Download or read book A Traveller s History of Ireland written by Peter Neville and published by Cassell. This book was released on 2002 with total page 278 pages. Available in PDF, EPUB and Kindle. Book excerpt: 'This book will be appreciated by visitors who want more historical background than ordinary series guidebooks supply...Highly recommended...' LIBRARY JOURNAL 'For independent, inquisitive travellers traversing the green roads of Ireland, there is no better guide than A TRAVELLER'S HISTORY OF IRELAND.' SMALL PRESS Constantly in the news, there are few countries where the background history is so vital to an understanding of its people and culture. A TRAVELLER'S HISTORY OF IRELAND not only offers the reader a chronological outline of the nation's development right up to the present day but also provides an invaluable introduction to this land of poets, saints, eloquent politicians, illustrious soldiers and inspiring rebels. Political, social and industrial history and economics are also well covered. The book includes a comprehensive description of modern Ireland, both North and South, and of its two separate Catholic Nationalist and Protestant Unionist traditions. There is a Historical Gazetteer cross referenced to the main text and particular attention is paid to the classic historical sites, which feature on any visitor's itinerary.
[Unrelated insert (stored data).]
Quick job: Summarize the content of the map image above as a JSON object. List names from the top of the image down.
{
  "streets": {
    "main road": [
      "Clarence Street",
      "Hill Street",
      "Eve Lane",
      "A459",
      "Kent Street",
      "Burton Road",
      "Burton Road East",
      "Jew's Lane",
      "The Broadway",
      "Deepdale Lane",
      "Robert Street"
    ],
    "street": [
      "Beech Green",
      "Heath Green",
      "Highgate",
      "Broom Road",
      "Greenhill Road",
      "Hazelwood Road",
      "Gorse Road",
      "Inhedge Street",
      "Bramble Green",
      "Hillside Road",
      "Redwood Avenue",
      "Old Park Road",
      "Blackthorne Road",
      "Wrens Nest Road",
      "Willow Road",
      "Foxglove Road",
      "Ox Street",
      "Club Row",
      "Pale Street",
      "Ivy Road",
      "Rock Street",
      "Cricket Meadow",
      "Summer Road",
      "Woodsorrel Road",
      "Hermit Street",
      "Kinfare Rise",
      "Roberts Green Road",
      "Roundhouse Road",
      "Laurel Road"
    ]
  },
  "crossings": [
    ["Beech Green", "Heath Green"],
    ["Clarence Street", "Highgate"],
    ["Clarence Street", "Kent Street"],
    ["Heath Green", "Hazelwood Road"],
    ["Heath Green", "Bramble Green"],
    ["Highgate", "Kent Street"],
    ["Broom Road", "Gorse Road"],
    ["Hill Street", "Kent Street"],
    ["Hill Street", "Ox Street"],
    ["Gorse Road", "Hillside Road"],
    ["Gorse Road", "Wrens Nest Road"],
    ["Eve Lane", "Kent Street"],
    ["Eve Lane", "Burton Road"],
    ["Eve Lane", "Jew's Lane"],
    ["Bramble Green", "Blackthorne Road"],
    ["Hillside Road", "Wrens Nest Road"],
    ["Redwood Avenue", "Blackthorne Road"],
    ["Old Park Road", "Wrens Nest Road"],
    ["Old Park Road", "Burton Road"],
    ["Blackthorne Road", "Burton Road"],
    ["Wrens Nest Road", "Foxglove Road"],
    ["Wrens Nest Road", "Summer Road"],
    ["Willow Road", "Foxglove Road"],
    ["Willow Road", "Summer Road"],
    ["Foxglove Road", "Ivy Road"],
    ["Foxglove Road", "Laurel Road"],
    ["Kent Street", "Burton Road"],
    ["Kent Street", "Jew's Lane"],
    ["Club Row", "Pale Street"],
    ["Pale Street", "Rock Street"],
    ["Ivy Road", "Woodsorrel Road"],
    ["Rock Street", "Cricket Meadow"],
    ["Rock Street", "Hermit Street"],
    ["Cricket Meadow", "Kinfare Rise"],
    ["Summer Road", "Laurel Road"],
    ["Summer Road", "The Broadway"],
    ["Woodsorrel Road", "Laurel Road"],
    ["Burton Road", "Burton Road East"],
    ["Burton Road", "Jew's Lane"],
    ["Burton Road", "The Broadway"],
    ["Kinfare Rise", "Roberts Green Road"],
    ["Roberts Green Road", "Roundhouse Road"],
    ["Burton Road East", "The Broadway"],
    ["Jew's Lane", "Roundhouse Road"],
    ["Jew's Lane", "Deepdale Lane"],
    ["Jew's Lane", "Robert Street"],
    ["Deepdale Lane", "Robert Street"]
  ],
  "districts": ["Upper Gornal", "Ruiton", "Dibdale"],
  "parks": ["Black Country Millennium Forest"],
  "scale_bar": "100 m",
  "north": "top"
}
Book The Future of the Soviet Past

Download or read book The Future of the Soviet Past written by Anton Weiss-Wendt and published by Indiana University Press. This book was released on 2021-10-05 with total page 264 pages. Available in PDF, EPUB and Kindle. Book excerpt: In post-Soviet Russia, there is a persistent trend to repress, control, or even co-opt national history. By reshaping memory to suit a politically convenient narrative, Russia has fashioned a good future out of a "bad past." While Putin's regime has acquired nearly complete control over interpretations of the past, The Future of the Soviet Past reveals that Russia's inability to fully rewrite its Soviet history plays an essential part in its current political agenda. Diverse contributors consider the many ways in which public narrative shapes Russian culture—from cinema, television, and music to museums, legislature, and education—as well as how patriotism reflected in these forms of culture implies a casual acceptance of the valorization of Stalin and his role in World War II. The Future of the Soviet Past provides effective and nuanced examples of how Russia has reimagined its Soviet history as well as how that past still influences Russia's policymaking.

Book A Short History of Russia

    Book Details:
  • Author : Mary Platt Parmele
  • Publisher : Library of Alexandria
  • Release : 1900-01-01
  • ISBN : 1465579338
  • Pages : 266 pages

Download or read book A Short History of Russia written by Mary Platt Parmele and published by Library of Alexandria. This book was released on 1900-01-01 with total page 266 pages. Available in PDF, EPUB and Kindle. Book excerpt:

Book Russia And The Soviet Union

Download or read book Russia And The Soviet Union written by John M Thompson and published by Routledge. This book was released on 2019-08-22 with total page 306 pages. Available in PDF, EPUB and Kindle. Book excerpt: This book is a brief, lucid account of Russian and Soviet history from ancient Kievan Rus' to the present day. Equal attention is paid to the early and the modern periods of Russian history. The author has revised this new edition to include the dramatic changes in the Soviet Union and its foreign policy during Gorbachev's first five years in office. The text is supplemented with maps and illustrations and includes bibliographies at the end of each chapter. Designed for use by students in either a one- or two-semester introductory course in Russian history, Russia and the Soviet Union will also be valuable to any reader seeking to become acquainted with the story of the Russian people—their tribulations and courage, tragedies and triumphs, and their remarkable contribution to world culture.